This guest-post comes from Australian harpy Mackey. It was written in the spirit of the cross-border conversations that happen at the Pursuit of Harpyness, and the sharing of experiences.
In Australia, there is no federal case like Roe v Wade that establishes legalised abortion. Around the same time as Roe v Wade, there was major case law establishing when abortion is considered legal and would not be prosecuted under the respective criminal codes/statutes of the states and territories that make up the federation that is Australia. But there was no legislation, in the 1960s and 1970s that legalised abortion.
The case law itself put maternal health, in part, at the centre of the determining whether a legal abortion could be performed (this is not to trivialise cases where women with disabilities, Indigenous women, and minority women were deleteriously affected by doctors’ decisions). Maternal health broadly considered the life, mental health, and economic and social conditions that could adversely affect the woman concerned.

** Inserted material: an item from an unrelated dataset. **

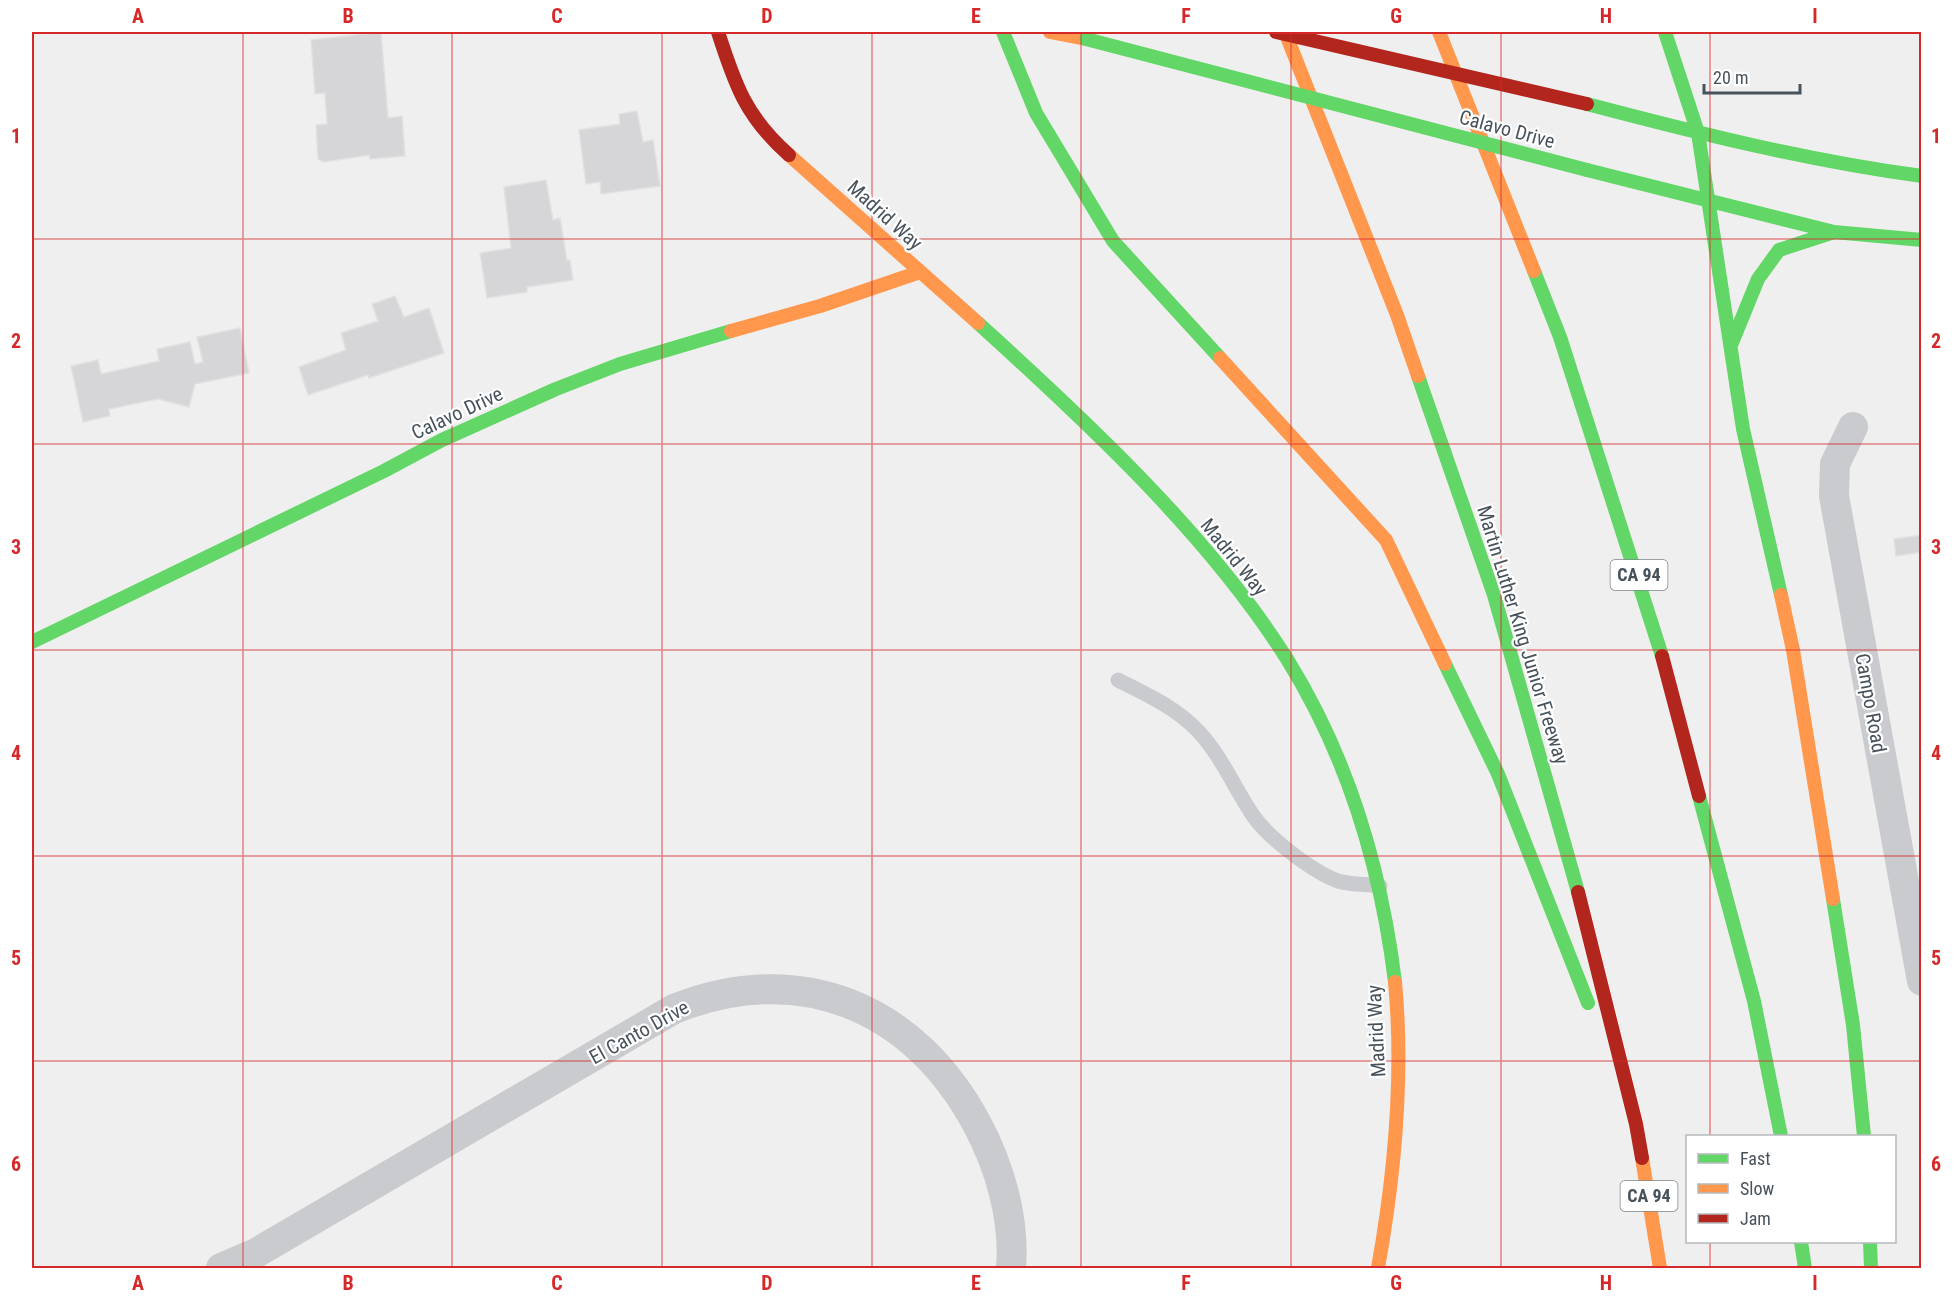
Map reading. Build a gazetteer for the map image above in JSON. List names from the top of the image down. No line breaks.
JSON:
{"streets":{"main road":["Calavo Drive","Madrid Way","CA 94","Martin Luther King Junior Freeway"],"street":["Campo Road","El Canto Drive"]},"crossings":[["Calavo Drive","Madrid Way"]],"legend":["Fast","Slow","Jam"],"scale_bar":"20 m","grid":{"columns":["A","B","C","D","E","F","G","H","I"],"rows":["1","2","3","4","5","6"]}}
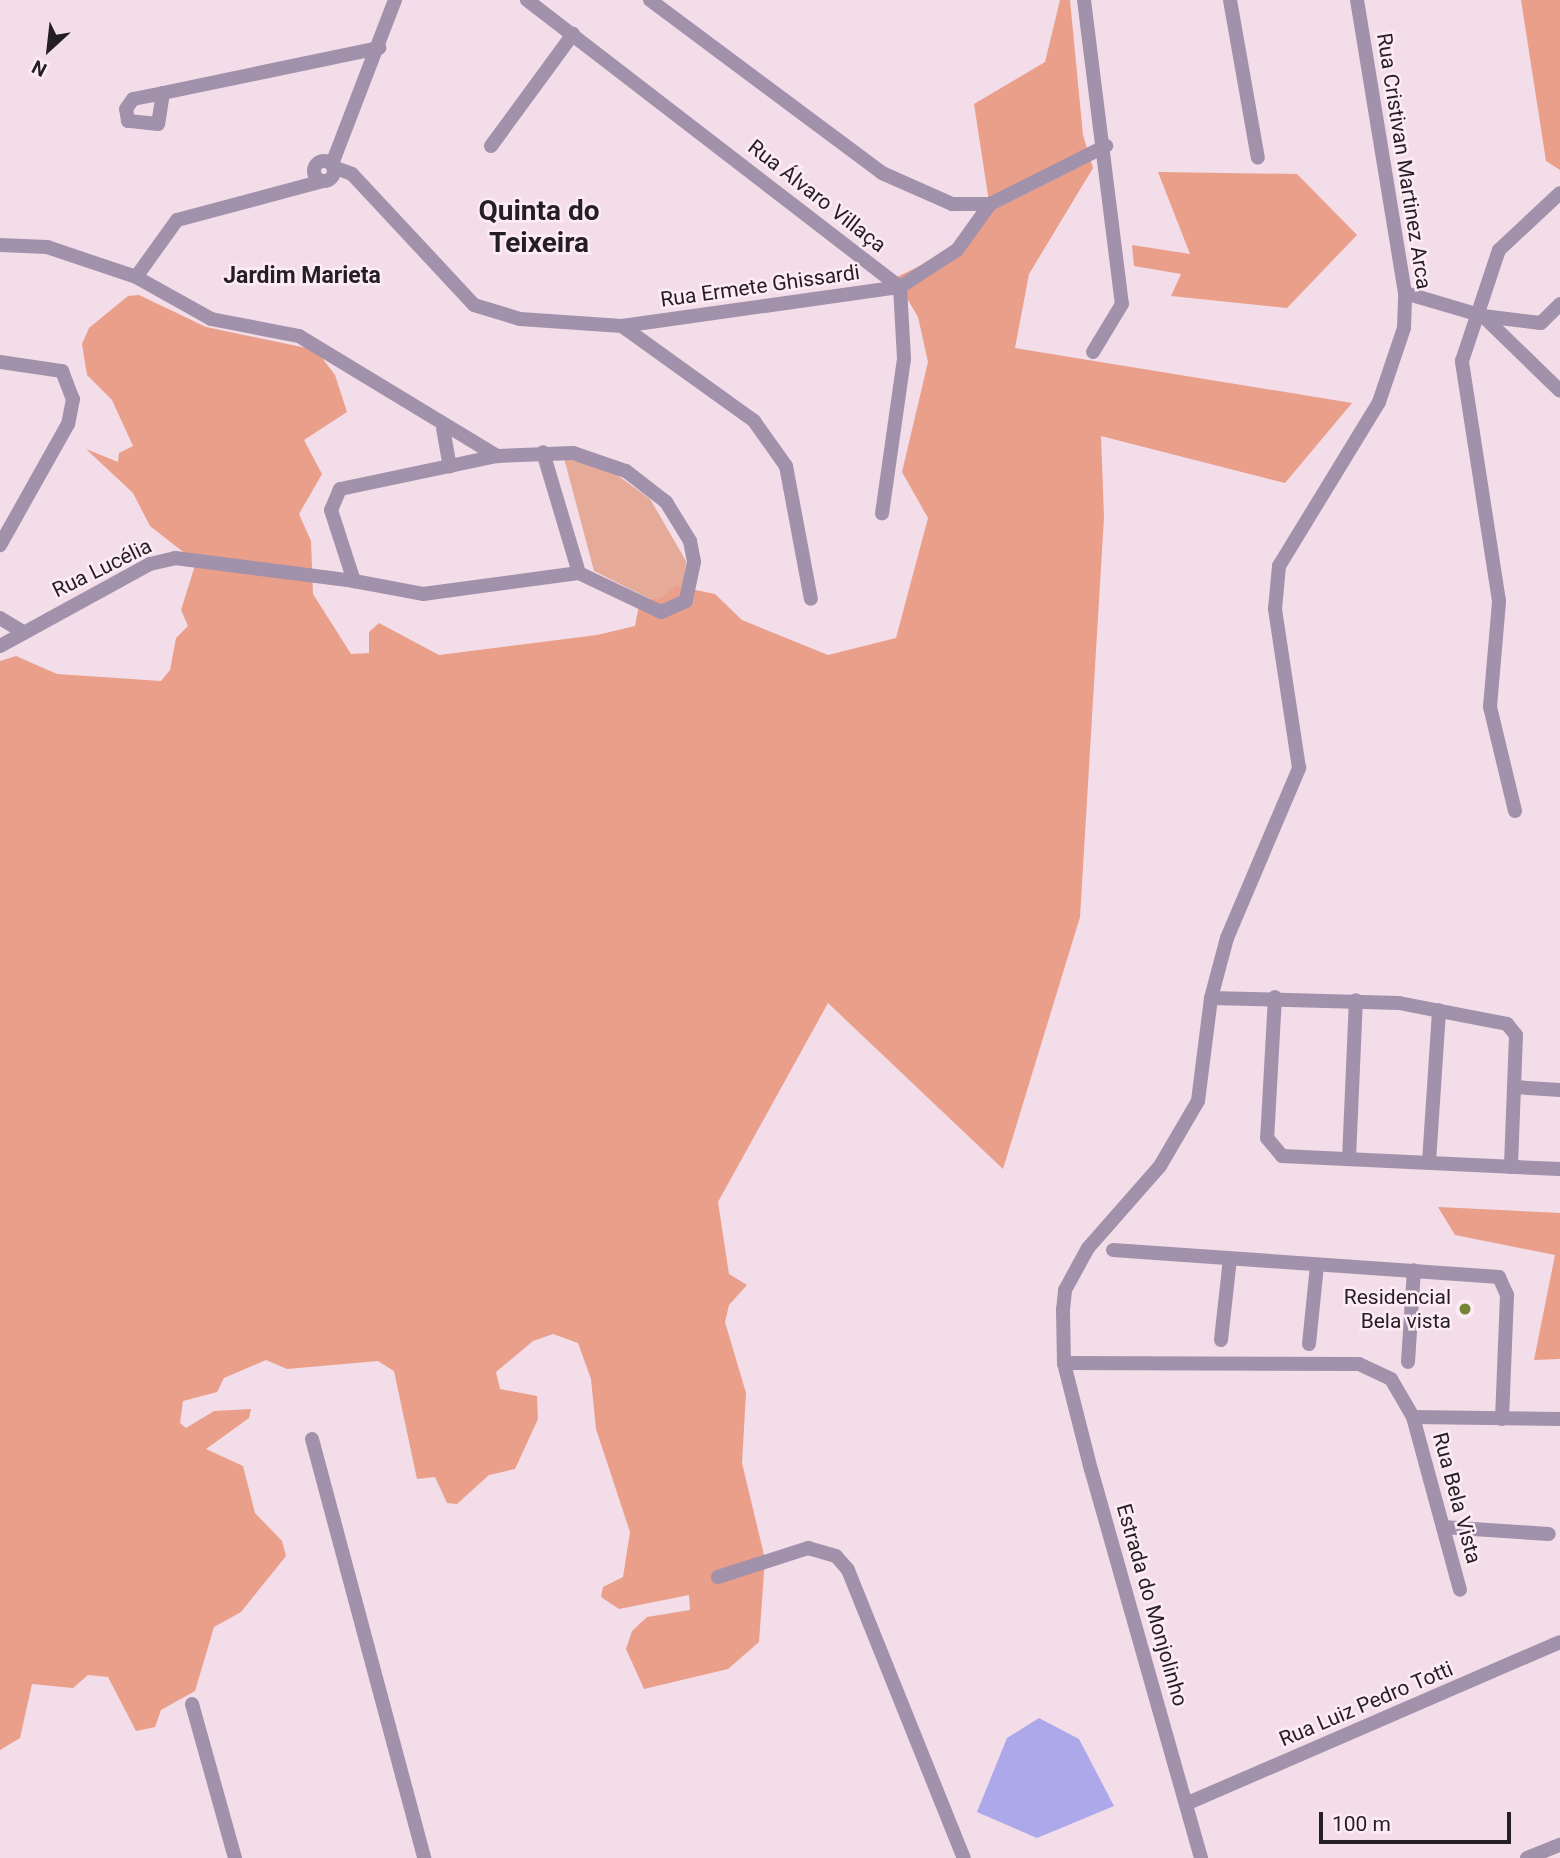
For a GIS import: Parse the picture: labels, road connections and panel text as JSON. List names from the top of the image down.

Instead feminists and pro-choice activists are still campaigning for the majority states and the Northern Territory to take abortion out of their respective criminal codes/statutes. The Australian Capital Territory and Victoria have already done so (and massive feminist shout outs to the women and pro-choice campaigners who worked to achieve that momentous legislative decision). With that said, the legislative and social environment (federally and in the states and territories) seems markedly different to that of the United States.
Today about 2/3 of Australians support the right of women to access surgical/medical abortions. Local, state and federal elections are not fought solely on the issue of a candidate’s stance on abortion. This is possibly due to the following –abortion and its accessibility is determined in different jurisdictions, Australia’s federalism means that different types of decisions on similar issues reside with the different state/territory and the federal jurisdictions, with broad community support it no longer is a divisive issue, and the Australian system of compulsory voting in elections.
The most recent community discussion, in 2006, about the issue of abortion was the availability of the abortion drug RU486. The previous federal government, the conservative Liberal Party, used its majority in both houses of federal parliament to vote to allow the Federal Health Minister to make a determination about whether “restricted drugs”, like abortifacients, could be assessed by the Therapeutic Drugs Administration for community use. This decision politicised the issue of abortion, allowing the personal views of the federal health minister to determine if a “restricted drug” could be examined by the Therapeutic Drugs Administration.
The general idea of the function of the Therapeutic Drugs Administration is that it does not take a moral stance on what the function of a particular drug is; instead the medical and scientific experts of this body assess the drug on its efficacy to determine if it will be available for community use. The then Federal Health Minister, Tony Abbot (now Federal Opposition Leader) was explicitly against RU486 and continues to be against any form of abortion, thus was not going to allow RU486 to be assessed by the Therapeutic Drugs Administration.
The determination of the Federal Health Minister to allow “restricted drugs” to be assessed by the Therapeutic Drugs Administration has since been overturned. This is in no small part to pro-choice groups, and the cross party workings a group of pro-choice women senators and lower house representatives. A group of 4 cross party senators, representing the formal political parties of the day, the conservative Liberal Party, the Labor Party, the Democrats, and the National Party, sponsored a private members bill to change the legislation.
Whilst the Australian context may seem pro-choice, there have been particular instances that illustrate how precarious the situation can be where there isn’t established case law/decriminalisation of abortion giving legal force for the full range of family planning options.
– In 2006 in New South Wales, a doctor was convicted of two counts of performing an illegal abortion as she failed to establish as to whether a lawful reason for performing the abortion existed.
– In 2007, there was a debate in the Federal Senate about the truth in advertising for organisations providing crisis pregnancy counselling services. Crisis pregnancy centres were not required to indicate whether they were all-options counselling services. When women called anti-choice services that were not advertised as such, when abortion was mentioned as a possible option by anxious women, false and misleading information was sometimes provided.
– There has been as recent as 2008 a proposal to remove Medicare (Australia’s public health care system) funding for second trimester abortions. It wouldn’t matter if the foetus has died, a diagnosis of gross foetal abnormality is made, and/or the woman has a life threatening illness, there would be no provision under Medicare for the surgical abortion to be performed.
For these reasons and more, feminists and pro-choice campaigners in Australia remain vigilant.